RECORDS FOR THIS EXERCISE:
——
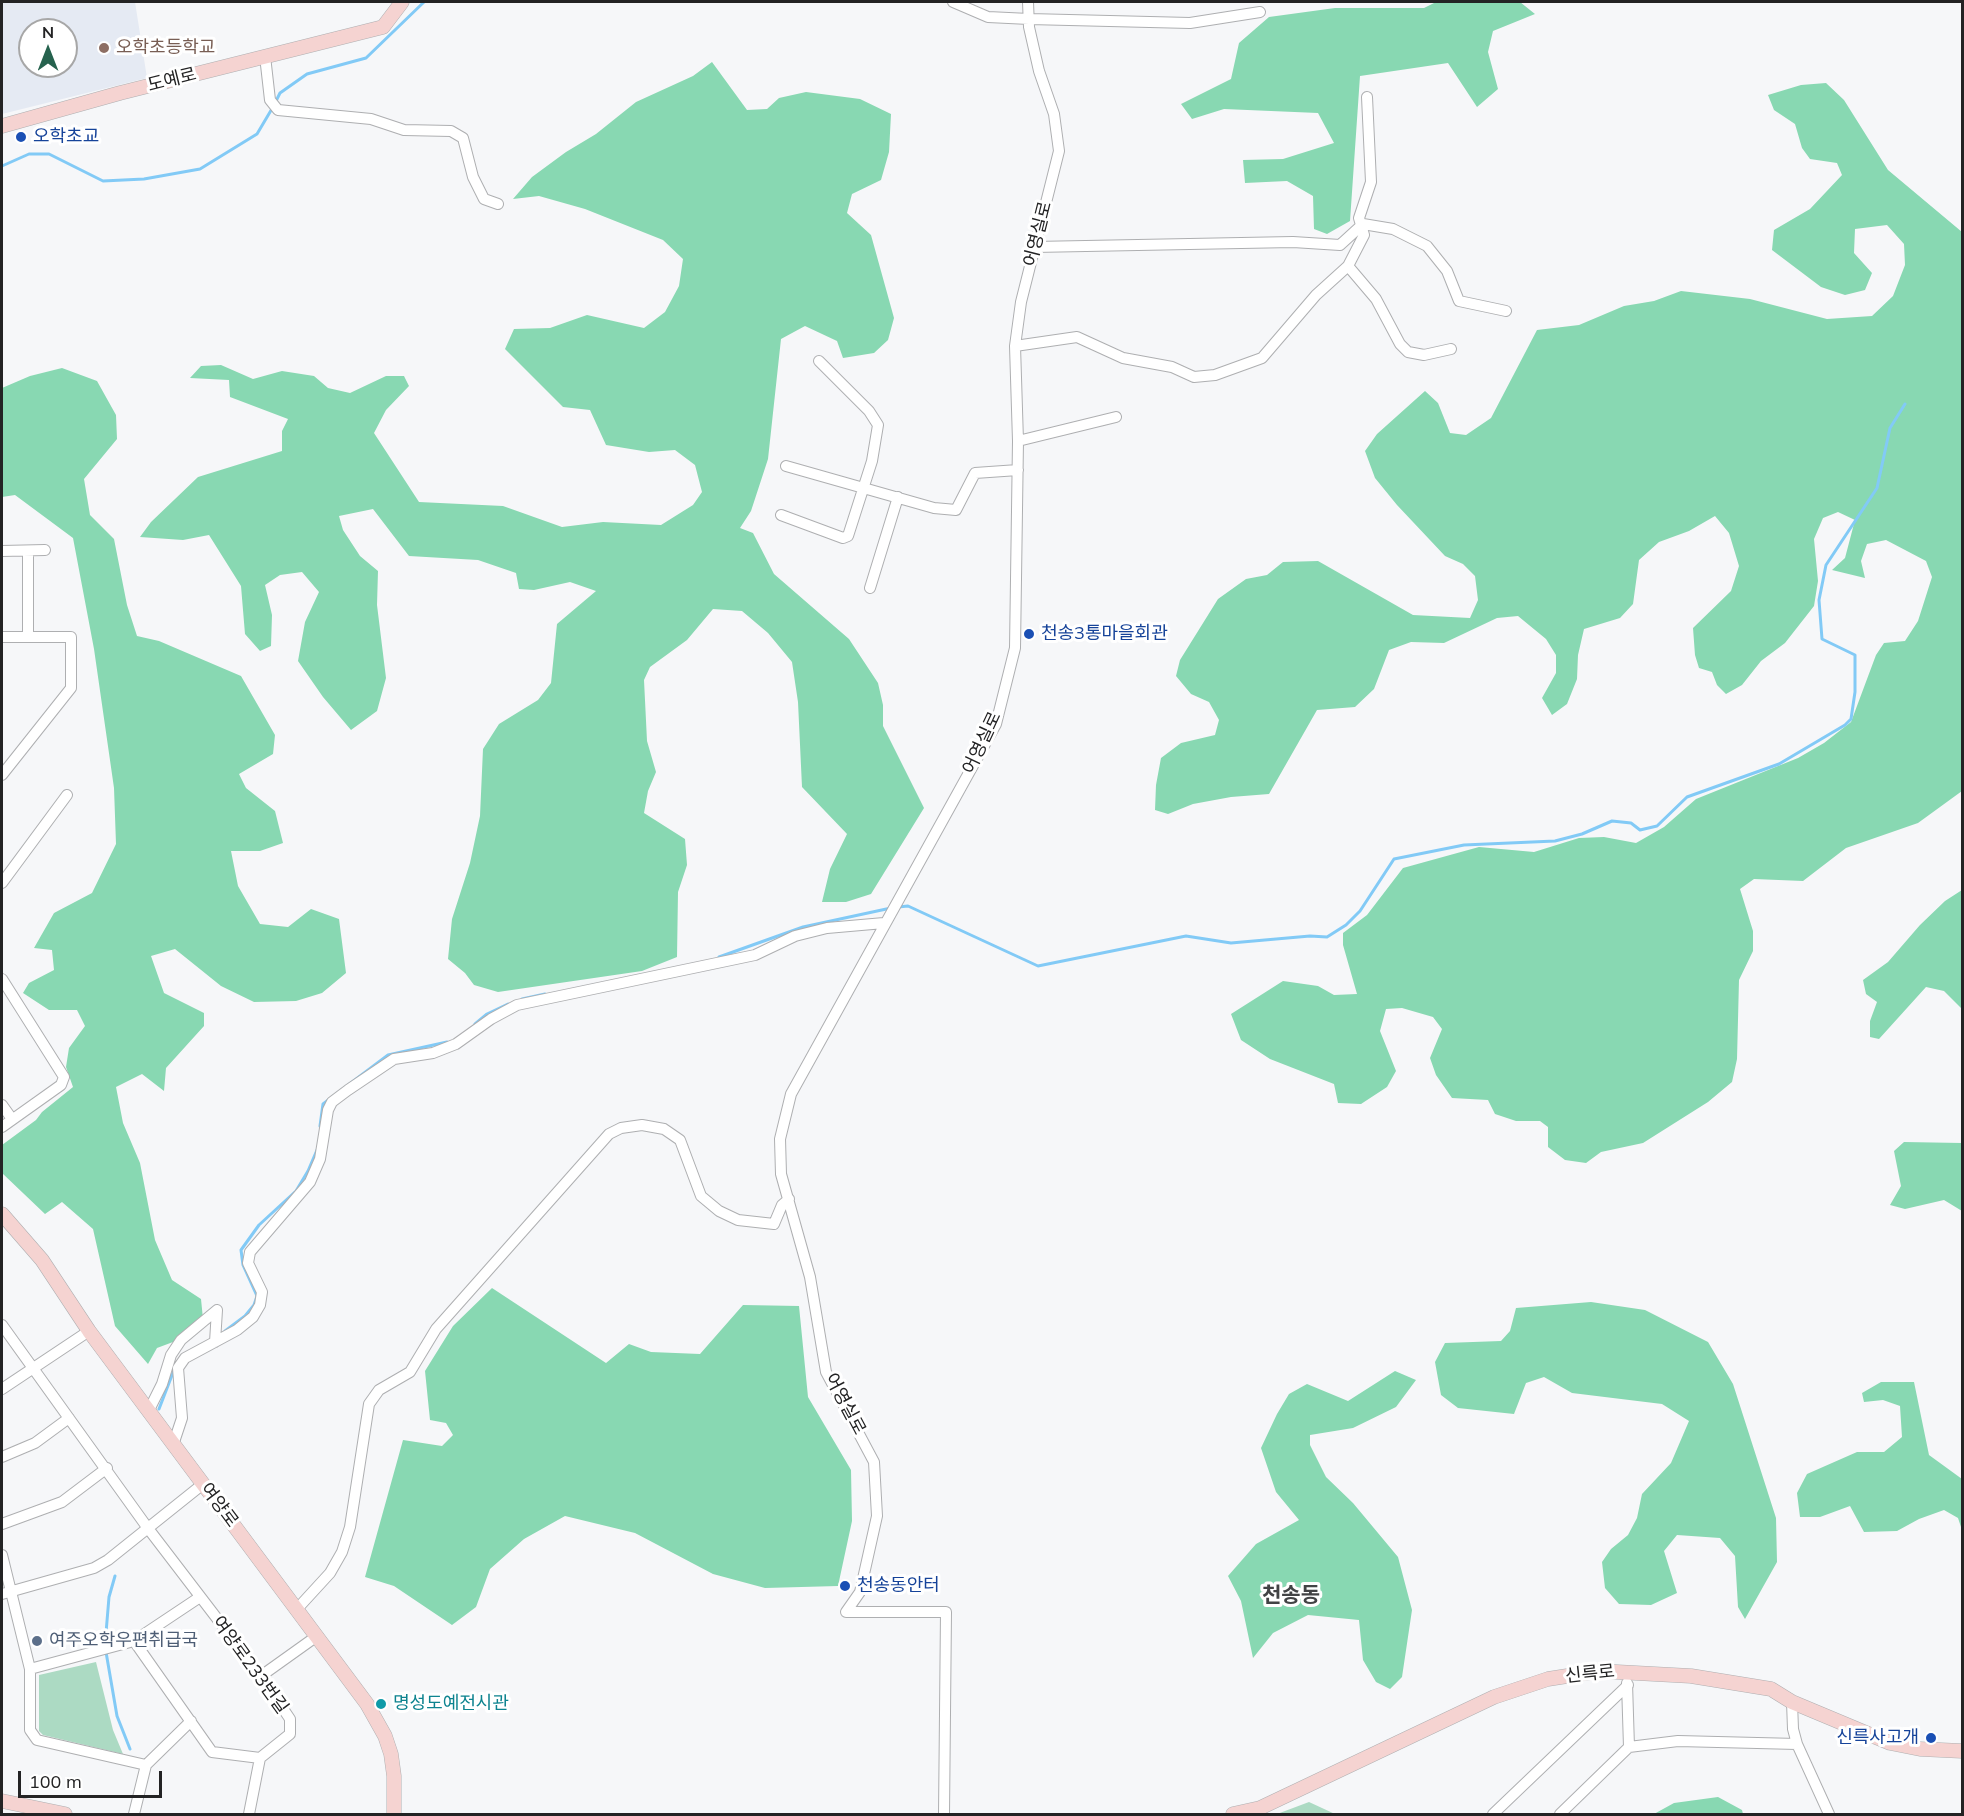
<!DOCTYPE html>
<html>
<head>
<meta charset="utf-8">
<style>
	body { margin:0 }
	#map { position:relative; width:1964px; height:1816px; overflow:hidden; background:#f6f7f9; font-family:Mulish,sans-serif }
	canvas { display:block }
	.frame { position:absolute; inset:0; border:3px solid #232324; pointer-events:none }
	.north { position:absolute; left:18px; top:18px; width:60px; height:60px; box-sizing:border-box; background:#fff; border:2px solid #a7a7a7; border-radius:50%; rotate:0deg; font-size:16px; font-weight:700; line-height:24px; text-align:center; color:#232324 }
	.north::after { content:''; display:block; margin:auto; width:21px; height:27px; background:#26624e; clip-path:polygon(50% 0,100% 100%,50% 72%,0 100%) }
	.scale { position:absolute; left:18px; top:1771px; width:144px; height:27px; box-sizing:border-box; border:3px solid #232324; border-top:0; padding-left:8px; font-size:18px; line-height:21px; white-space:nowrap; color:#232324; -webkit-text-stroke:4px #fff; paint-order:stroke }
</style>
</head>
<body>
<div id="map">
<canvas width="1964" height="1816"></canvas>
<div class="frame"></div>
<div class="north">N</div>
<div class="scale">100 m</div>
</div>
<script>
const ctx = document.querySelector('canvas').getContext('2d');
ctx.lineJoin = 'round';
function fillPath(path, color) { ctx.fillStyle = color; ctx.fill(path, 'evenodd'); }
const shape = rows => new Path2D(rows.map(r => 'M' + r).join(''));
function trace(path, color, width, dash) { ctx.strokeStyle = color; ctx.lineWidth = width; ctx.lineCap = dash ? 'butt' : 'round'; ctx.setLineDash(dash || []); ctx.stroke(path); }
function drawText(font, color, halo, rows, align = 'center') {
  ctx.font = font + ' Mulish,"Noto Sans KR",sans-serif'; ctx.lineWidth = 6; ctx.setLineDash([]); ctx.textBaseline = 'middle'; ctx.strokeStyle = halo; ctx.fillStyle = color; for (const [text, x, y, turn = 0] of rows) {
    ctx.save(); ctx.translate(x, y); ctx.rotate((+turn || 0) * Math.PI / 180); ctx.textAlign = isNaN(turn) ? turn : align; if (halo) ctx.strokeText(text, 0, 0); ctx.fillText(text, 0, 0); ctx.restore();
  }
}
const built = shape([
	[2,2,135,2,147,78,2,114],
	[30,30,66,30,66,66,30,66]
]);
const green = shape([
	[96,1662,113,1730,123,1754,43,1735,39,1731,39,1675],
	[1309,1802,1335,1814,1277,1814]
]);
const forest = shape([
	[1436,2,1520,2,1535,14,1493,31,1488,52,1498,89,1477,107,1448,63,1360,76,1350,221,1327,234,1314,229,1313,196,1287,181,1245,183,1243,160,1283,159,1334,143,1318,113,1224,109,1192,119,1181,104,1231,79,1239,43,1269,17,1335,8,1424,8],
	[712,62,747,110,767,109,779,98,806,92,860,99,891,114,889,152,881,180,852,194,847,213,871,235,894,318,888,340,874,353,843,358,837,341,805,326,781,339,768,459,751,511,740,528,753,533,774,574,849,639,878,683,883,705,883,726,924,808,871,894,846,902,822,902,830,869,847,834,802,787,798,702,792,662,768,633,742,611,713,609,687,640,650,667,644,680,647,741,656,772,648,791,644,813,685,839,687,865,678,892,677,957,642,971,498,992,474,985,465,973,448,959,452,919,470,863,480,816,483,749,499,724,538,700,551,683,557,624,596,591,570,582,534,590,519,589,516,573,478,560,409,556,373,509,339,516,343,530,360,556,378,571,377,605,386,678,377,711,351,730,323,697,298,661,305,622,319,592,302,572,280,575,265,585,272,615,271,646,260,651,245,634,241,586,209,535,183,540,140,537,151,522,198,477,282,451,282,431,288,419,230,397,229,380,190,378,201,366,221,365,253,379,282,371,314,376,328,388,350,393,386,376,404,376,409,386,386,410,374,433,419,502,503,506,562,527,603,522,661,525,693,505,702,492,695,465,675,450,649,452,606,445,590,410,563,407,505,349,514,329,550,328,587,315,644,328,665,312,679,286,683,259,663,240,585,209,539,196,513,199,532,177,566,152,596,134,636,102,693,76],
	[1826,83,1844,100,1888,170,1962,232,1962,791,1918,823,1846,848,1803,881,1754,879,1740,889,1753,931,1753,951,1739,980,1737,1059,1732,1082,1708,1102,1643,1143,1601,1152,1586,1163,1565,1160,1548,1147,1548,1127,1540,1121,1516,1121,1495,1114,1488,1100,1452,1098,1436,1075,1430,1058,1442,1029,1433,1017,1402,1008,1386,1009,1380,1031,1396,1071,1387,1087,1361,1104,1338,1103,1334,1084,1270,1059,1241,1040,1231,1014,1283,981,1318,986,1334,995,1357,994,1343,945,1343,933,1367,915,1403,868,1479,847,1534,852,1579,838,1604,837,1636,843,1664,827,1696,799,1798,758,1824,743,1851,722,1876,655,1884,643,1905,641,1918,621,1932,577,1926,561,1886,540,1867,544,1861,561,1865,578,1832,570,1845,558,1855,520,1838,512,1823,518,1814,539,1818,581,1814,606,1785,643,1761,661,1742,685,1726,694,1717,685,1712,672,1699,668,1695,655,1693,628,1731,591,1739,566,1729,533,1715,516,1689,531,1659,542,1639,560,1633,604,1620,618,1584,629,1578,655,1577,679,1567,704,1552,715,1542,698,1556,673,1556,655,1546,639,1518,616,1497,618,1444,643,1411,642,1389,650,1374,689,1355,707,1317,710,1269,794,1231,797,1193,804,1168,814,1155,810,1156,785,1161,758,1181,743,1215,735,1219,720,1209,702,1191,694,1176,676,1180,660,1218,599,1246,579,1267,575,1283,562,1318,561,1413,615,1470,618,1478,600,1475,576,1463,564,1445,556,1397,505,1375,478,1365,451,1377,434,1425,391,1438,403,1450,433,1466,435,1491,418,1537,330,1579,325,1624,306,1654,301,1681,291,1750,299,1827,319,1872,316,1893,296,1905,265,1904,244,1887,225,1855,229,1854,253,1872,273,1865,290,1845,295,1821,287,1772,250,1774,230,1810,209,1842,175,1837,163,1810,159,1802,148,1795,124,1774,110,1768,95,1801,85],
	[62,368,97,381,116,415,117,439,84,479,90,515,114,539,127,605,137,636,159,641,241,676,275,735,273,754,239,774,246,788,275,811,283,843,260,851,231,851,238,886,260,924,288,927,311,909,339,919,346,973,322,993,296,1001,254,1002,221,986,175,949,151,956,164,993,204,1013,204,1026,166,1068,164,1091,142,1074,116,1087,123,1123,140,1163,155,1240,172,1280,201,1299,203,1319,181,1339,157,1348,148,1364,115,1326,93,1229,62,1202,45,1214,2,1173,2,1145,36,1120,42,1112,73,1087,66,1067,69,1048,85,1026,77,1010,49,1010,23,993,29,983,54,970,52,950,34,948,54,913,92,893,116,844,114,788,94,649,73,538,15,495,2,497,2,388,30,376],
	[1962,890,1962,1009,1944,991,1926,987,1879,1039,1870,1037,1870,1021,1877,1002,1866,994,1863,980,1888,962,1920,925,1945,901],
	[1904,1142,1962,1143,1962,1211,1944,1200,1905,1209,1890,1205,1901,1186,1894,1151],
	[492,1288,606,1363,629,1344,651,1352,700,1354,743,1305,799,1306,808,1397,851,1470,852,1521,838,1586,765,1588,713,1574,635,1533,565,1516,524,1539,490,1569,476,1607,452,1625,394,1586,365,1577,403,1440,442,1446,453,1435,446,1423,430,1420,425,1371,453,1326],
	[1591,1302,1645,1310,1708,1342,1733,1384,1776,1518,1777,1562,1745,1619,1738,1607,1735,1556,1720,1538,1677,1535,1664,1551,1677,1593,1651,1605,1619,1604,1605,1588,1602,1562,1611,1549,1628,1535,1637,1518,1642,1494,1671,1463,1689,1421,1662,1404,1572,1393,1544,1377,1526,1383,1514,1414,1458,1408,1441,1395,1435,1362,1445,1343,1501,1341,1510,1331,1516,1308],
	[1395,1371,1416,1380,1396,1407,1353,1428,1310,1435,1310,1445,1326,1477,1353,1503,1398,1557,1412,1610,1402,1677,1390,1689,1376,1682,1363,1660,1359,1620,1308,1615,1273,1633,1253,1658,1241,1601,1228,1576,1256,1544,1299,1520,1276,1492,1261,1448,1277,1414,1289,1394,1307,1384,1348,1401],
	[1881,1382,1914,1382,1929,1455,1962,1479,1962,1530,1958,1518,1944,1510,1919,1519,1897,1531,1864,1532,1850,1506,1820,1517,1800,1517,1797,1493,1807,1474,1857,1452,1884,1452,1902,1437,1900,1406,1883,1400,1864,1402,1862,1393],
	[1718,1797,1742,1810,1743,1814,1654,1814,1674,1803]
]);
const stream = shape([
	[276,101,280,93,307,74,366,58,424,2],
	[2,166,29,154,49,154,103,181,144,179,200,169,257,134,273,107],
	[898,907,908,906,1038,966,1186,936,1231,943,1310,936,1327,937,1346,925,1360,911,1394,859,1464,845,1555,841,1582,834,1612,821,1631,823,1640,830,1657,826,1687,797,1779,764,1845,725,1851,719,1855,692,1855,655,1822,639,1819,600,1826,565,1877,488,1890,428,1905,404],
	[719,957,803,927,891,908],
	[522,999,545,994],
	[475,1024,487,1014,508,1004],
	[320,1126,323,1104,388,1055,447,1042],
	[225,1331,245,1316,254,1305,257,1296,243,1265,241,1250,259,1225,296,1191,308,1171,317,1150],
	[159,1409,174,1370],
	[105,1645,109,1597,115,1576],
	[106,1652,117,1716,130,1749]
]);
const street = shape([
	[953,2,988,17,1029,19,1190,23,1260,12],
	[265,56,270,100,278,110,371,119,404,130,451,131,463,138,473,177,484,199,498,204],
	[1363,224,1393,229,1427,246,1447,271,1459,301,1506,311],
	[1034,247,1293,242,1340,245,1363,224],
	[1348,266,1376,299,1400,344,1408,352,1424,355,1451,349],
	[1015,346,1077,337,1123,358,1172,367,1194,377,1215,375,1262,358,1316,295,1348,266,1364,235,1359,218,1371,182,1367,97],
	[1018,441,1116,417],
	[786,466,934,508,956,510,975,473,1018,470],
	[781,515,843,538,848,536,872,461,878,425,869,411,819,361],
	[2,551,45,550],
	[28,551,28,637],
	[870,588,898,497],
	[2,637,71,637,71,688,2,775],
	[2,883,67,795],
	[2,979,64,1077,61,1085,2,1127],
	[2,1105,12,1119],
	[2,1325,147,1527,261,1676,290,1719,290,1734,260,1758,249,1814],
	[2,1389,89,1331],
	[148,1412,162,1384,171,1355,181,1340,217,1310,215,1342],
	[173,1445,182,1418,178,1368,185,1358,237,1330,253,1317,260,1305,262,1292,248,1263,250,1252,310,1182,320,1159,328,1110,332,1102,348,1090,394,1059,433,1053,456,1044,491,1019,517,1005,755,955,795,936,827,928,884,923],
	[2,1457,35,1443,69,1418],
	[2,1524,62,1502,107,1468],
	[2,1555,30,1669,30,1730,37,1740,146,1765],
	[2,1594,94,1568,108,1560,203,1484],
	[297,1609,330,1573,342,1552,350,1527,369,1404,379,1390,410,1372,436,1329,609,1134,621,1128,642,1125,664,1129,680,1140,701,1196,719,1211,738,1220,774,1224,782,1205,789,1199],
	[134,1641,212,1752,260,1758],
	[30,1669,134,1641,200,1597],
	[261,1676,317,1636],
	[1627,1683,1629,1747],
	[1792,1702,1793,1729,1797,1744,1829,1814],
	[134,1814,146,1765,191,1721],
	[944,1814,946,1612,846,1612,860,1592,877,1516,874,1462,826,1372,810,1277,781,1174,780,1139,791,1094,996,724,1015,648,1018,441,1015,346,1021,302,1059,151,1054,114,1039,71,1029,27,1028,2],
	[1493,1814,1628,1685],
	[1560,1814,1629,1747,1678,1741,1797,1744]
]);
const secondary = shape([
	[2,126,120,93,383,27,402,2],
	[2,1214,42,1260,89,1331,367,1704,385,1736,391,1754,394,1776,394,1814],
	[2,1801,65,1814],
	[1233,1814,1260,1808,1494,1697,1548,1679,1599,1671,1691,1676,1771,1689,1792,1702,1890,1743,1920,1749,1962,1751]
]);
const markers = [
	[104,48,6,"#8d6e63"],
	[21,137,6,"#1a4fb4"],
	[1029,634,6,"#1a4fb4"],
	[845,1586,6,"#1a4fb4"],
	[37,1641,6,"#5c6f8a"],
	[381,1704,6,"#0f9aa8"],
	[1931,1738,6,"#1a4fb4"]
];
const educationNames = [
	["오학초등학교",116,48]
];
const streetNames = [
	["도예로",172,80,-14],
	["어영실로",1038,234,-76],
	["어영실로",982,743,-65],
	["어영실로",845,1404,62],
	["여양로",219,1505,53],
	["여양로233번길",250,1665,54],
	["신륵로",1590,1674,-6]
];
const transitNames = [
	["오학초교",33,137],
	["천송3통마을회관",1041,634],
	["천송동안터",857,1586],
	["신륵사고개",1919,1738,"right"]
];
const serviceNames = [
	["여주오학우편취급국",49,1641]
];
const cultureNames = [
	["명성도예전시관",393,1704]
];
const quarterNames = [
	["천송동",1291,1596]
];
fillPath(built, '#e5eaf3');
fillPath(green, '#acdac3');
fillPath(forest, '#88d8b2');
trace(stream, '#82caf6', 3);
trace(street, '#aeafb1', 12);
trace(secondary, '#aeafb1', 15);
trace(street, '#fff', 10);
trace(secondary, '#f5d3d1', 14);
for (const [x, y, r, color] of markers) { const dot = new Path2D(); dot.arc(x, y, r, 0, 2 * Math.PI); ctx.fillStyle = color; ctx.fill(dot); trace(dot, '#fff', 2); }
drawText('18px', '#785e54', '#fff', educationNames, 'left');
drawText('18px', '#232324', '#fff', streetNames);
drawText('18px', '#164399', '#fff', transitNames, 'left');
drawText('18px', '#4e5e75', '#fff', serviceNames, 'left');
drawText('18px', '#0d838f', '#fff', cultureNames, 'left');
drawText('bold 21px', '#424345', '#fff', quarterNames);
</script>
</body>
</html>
——
State how many lines above include the word "canvas", and nothing more.

3